Stefan Zweigs bekanntestes Werk
Vor der Machtergreifung der Nationalsozialisten war der österreichische Schriftsteller Stefan Zweig, geboren 1881, einer der erfolgreichsten Autoren seiner Zeit. Nachdem die faschistische Bewegung auch in Österreich Fuß gefasst hatte, emigrierte Stefan Zweig wegen seiner jüdischen Abstammung nach England und nahm dort auch die britische Staatsbürgerschaft an. Seine Werke konnten in Deutschland und in Österreich nur noch unter Schwierigkeiten erscheinen oder wurden verboten.
Aus Angst, als "feindlicher Ausländer" in England interniert zu werden, floh Stefan Zweig zu Beginn des Zweiten Weltkrieges zunächst in die USA und dann, 1940, nach Brasilien. Dort nahm sich Stefan Zweig, der schon lange unter Depressionen litt, am 23. Februar 1942 in Petropolis, in der Nähe von Rio de Janeiro, mit einer Überdosis Veronal das Leben.
Stefan Zweigs Abschiedsbrief:
Quelle: Casa Stefan Zweig, Petropolis
Heute ist Stefan Zweigs bekanntestes Werk die "Schachnovelle". Der Roman entstand zwischen 1938 und 1941 und erschien nach Zweigs Tod, im Dezember 1942 in einer Auflage von nur 300 Exemplaren. 1974 wurde in Deutschland eine Taschenbuchausgabe veröffentlicht, die inzwischen weit über eine Million mal verkauft wurde.
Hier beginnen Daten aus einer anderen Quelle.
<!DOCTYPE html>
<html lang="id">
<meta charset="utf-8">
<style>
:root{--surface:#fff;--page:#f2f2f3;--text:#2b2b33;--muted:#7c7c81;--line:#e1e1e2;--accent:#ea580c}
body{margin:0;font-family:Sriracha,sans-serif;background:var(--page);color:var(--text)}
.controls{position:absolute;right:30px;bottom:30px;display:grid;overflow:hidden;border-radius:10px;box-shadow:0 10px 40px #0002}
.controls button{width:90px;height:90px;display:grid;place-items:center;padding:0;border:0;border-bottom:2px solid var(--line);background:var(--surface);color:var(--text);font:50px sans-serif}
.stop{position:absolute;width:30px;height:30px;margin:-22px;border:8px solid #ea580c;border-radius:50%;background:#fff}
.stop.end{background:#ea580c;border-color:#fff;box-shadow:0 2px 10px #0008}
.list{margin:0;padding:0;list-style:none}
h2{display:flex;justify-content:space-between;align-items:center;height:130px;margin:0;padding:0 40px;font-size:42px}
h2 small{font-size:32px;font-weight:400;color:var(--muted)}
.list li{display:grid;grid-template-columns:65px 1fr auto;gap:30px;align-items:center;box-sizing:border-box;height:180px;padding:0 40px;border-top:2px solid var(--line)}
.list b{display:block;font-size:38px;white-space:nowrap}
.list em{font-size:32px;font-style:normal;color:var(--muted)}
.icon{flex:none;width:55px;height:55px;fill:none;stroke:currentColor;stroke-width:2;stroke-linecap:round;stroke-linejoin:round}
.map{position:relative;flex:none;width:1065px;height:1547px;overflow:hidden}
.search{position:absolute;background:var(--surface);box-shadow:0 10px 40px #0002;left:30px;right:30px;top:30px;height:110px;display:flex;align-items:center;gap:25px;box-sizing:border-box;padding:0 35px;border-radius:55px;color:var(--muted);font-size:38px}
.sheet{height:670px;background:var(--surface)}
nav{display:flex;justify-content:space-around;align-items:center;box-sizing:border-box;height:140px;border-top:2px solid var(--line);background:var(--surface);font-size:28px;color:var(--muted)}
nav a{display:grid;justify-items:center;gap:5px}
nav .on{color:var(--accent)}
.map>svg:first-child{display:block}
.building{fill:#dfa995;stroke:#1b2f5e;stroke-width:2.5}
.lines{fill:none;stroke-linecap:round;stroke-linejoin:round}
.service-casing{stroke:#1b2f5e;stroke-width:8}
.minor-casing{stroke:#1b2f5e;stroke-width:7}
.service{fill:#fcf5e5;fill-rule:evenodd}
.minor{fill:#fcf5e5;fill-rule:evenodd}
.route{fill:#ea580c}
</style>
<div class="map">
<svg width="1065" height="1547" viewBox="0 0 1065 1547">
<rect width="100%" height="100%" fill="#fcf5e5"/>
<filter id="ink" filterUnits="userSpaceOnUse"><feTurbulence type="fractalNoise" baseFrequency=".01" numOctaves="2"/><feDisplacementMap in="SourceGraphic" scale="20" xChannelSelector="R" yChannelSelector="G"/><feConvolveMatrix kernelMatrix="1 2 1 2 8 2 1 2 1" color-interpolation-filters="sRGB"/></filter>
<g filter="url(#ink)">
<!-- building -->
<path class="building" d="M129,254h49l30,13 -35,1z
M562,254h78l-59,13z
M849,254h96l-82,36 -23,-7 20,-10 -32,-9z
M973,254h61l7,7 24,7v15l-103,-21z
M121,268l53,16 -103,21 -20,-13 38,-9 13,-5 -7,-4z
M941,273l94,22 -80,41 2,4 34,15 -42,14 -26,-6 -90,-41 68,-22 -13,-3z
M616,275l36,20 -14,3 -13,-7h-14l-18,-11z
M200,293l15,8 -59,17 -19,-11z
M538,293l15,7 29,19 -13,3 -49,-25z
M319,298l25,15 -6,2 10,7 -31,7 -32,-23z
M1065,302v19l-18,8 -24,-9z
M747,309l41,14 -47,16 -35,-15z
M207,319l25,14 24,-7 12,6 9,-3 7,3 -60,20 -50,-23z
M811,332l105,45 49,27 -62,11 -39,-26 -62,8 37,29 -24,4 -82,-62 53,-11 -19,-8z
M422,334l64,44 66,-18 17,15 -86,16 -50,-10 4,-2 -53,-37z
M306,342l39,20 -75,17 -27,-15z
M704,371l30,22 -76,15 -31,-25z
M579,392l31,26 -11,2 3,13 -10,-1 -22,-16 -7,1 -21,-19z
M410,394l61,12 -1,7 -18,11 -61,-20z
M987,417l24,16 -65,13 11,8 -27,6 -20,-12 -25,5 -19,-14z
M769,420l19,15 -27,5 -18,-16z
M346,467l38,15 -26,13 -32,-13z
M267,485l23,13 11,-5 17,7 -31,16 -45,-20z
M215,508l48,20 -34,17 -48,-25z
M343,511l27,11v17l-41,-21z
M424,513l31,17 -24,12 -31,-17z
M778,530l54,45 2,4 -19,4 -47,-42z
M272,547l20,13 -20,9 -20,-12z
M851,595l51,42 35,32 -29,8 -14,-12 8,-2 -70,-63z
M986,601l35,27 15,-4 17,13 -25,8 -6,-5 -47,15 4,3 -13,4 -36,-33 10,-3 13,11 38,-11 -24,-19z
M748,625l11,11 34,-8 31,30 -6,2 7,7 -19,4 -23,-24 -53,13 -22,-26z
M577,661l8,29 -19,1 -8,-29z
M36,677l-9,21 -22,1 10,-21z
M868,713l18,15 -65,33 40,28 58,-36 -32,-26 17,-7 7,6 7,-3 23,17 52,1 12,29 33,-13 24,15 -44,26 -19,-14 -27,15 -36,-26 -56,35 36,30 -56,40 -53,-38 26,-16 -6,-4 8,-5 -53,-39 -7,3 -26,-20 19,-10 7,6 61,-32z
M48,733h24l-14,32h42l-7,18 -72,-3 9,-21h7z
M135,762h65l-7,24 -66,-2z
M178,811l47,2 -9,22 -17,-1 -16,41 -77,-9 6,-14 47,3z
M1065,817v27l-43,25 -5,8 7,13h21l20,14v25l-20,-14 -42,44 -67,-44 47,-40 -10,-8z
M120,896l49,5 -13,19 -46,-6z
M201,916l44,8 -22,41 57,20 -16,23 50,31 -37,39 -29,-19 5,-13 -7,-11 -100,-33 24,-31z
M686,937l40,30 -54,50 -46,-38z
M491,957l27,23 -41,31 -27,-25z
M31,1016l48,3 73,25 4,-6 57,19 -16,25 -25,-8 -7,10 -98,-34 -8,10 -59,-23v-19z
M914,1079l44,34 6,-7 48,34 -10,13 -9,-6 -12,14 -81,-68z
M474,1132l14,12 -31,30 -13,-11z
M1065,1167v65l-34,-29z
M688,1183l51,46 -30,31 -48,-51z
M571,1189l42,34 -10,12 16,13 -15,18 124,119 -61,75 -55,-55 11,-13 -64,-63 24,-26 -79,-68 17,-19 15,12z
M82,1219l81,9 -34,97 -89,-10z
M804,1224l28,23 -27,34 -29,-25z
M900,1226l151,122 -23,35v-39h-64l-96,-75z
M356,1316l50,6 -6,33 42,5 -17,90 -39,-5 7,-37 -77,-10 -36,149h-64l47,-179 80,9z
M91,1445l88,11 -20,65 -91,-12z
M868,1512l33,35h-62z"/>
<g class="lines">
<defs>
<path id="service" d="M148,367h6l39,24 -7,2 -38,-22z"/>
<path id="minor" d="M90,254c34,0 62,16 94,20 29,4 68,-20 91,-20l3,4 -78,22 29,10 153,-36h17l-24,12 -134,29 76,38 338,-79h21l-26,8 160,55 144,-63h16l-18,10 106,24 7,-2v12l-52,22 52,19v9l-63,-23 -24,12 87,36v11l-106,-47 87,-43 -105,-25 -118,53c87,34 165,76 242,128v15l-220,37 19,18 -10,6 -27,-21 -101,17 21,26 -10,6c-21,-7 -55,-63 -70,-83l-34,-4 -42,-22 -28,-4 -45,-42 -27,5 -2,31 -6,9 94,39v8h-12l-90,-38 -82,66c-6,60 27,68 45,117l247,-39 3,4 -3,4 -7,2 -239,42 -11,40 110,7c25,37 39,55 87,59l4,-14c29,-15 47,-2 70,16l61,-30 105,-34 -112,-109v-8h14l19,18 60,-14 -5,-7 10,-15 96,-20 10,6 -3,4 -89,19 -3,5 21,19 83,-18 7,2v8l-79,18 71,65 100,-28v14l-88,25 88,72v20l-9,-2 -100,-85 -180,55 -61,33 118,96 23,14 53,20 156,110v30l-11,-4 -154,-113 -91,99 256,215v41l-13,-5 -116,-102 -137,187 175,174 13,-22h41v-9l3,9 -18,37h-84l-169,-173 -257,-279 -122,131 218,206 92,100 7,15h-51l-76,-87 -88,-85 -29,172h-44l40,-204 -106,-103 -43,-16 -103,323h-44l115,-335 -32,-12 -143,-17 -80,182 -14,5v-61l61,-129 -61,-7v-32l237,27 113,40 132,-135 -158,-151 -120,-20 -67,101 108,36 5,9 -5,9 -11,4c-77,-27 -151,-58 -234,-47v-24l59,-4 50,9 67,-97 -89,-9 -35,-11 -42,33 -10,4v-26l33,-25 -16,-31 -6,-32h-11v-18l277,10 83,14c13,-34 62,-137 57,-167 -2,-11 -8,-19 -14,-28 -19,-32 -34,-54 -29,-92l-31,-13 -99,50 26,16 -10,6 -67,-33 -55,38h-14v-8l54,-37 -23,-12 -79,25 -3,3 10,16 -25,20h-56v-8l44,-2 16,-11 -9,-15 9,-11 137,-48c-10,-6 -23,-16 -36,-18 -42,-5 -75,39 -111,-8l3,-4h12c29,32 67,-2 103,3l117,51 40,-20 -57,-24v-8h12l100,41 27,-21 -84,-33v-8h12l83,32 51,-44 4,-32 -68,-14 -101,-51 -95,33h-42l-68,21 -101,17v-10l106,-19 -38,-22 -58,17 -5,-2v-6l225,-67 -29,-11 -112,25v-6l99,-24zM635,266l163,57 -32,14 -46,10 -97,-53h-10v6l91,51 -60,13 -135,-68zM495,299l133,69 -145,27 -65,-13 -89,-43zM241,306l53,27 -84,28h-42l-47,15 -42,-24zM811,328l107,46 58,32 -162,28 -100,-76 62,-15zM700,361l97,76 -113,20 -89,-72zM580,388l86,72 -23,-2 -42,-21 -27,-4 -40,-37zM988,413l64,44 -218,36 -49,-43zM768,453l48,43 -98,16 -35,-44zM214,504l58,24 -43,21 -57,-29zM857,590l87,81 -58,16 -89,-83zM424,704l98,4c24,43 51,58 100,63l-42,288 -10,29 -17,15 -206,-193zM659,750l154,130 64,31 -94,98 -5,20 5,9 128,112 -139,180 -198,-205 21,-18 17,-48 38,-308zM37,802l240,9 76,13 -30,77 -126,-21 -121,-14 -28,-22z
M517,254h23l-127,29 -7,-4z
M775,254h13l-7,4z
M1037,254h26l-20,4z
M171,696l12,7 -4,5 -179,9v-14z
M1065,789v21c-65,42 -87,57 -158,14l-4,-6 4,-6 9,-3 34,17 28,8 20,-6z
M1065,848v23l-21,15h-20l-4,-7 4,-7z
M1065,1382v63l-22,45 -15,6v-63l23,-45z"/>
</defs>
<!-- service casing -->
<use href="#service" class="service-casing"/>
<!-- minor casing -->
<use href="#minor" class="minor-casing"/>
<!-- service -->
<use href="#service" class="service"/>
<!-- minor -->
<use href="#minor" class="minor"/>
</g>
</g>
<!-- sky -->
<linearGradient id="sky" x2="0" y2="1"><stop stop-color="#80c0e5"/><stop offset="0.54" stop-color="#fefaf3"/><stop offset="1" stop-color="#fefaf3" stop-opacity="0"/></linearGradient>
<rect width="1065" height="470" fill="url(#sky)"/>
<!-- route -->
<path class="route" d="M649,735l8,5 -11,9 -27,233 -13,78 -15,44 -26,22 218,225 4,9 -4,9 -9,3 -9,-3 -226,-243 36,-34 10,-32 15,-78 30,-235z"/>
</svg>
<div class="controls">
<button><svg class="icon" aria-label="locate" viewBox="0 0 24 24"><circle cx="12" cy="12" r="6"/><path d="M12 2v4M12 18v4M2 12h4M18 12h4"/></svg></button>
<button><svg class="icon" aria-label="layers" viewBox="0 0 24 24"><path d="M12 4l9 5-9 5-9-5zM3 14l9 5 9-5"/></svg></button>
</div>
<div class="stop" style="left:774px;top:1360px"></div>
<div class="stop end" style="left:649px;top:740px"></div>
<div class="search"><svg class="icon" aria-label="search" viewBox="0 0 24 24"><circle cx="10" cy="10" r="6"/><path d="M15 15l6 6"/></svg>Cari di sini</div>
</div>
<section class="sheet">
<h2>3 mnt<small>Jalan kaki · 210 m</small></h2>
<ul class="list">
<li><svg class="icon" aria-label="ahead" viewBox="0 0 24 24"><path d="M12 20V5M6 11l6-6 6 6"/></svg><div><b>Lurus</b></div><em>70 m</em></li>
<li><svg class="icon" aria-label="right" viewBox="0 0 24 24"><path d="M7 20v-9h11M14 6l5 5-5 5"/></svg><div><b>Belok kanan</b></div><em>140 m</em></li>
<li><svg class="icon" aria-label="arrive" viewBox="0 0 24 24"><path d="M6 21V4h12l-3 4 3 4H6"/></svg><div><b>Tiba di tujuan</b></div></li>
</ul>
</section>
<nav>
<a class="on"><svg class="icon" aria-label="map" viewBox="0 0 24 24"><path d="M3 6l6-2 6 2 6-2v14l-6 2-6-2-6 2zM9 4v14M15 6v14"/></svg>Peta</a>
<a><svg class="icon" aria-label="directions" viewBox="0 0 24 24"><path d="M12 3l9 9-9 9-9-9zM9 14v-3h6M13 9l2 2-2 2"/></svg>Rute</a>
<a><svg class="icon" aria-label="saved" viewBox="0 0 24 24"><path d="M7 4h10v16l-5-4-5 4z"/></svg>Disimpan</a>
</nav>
Das Werk handelt von den Ängsten eines ehemaligen Gefangenen der Gestapo, im Roman "Dr. B." genannt. In Einzelhaft hatte er gegen sich selber unentwegt Schach gespielt und sich dafür Schachfiguren aus Brotkrumen geknetet.
Bei einer Schiffsreise von New York nach Rio de Janeiro trifft der sensible Dr. B auf den Schachweltmeister Mirko Czentovic, der als ungebildeter und primitiver Charakter beschreiben wird. Durch Zufall kommt es zu einer Partie zwischen den beiden, die remis endet. Der Ich-Erzähler des Romans erfährt von Dr. B, wie dieser in Einzelhaft psychisch gefoltert wurde. Um nicht dem Wahnsinn zu verfallen, hatte Dr. B aus einer Sammlung mit Schachpartien alle Partien auswendig gelernt und unzählige Partien gegen sich selber gespielt. Dadurch spaltete sich seine Persönlichkeit aber in zwei Instanzen auf, "Ich Weiß" und "Ich Schwarz". Wegen dieser "Schachvergiftung" und seiner Unzurechnungsfähigkeit wurde Dr. B. schließlich aus der Einzelhaft entlassen.
Dr. B ließ sich zu einer zweiten Partie gegen Mirko Czentovic überreden und gewann sie. In einer dritten Partie brach Dr. B's Schachvergiftung wieder aus, als Czentovic immer länger über seine Züge nachdachte. Im Kopf begann Dr. B zur Überbrückung der Wartezeit nun wieder Partien gegen sich selber zu spielen. Schließlich bemerkte Dr. B, das er sich erneut dem Wahnsinn näherte, beendete die Partie und versprach nie wieder Schach zu spielen.
1960 wurde der Stoff erstmals verfilmt. Unter der Regie von Gerd Oswald übernahm Curd Jürgens die Rolle des Dr. B. und Mario Adorf spielte den Schachweltmeister Mirko Czentovic. Die schachliche Fachberatung lag damals in den Händen von Rudolf Teschner.
2019 wurde in der Regie von Philipp Stölzl eine Neuverfilmung aufgenommen, mit Oliver Masucci und Albrecht Schuch in den Hauptrollen, gedreht in Wien, Potsdam, Berlin und München. Wegen der Corona-Pandemie konnte der Film jedoch erst 2021 erscheinen. Von der Kritik wurde die düstere Atmosphäre der Regie, die dazu passende Ausstattung sowie die Kameraarbeit von Thomas W. Kiennast gelobt. Manchen Schachfreunden gefiel die Hollywood-artige Inszenierung als Psychothriller mit vielen Schockmomenten jedoch nicht (s. Rezension von Arno Nickel, unten).
Die Neuverfilmung der Schachnovelle wurde für verschiedene Filmpreise eingereicht, darunter auch für die Vorauswahl des deutschen Beitrags für die Oscarverleihung 2022.